EXERCISE DETAILS:
Give the records again, every one, exactly.

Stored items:
──────────────────────────────
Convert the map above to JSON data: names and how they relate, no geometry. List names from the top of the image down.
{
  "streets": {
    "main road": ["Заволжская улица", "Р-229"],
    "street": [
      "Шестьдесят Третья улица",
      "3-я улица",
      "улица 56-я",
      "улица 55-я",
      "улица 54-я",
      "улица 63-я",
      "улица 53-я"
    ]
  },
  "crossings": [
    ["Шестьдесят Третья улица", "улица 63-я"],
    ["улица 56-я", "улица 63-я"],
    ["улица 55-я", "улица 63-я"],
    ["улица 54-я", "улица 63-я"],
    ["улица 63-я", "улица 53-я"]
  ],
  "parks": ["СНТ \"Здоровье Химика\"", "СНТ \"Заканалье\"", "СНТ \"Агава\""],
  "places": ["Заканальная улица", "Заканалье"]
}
──────────────────────────────
YOUR RESPONSE:
Convert the map above to JSON data: names and how they relate, no geometry. List names from the top of the image down.
{
  "streets": {
    "main road": ["Заволжская улица", "Р-229"],
    "street": [
      "Шестьдесят Третья улица",
      "3-я улица",
      "улица 56-я",
      "улица 55-я",
      "улица 54-я",
      "улица 63-я",
      "улица 53-я"
    ]
  },
  "crossings": [
    ["Шестьдесят Третья улица", "улица 63-я"],
    ["улица 56-я", "улица 63-я"],
    ["улица 55-я", "улица 63-я"],
    ["улица 54-я", "улица 63-я"],
    ["улица 63-я", "улица 53-я"]
  ],
  "parks": ["СНТ \"Здоровье Химика\"", "СНТ \"Заканалье\"", "СНТ \"Агава\""],
  "places": ["Заканальная улица", "Заканалье"]
}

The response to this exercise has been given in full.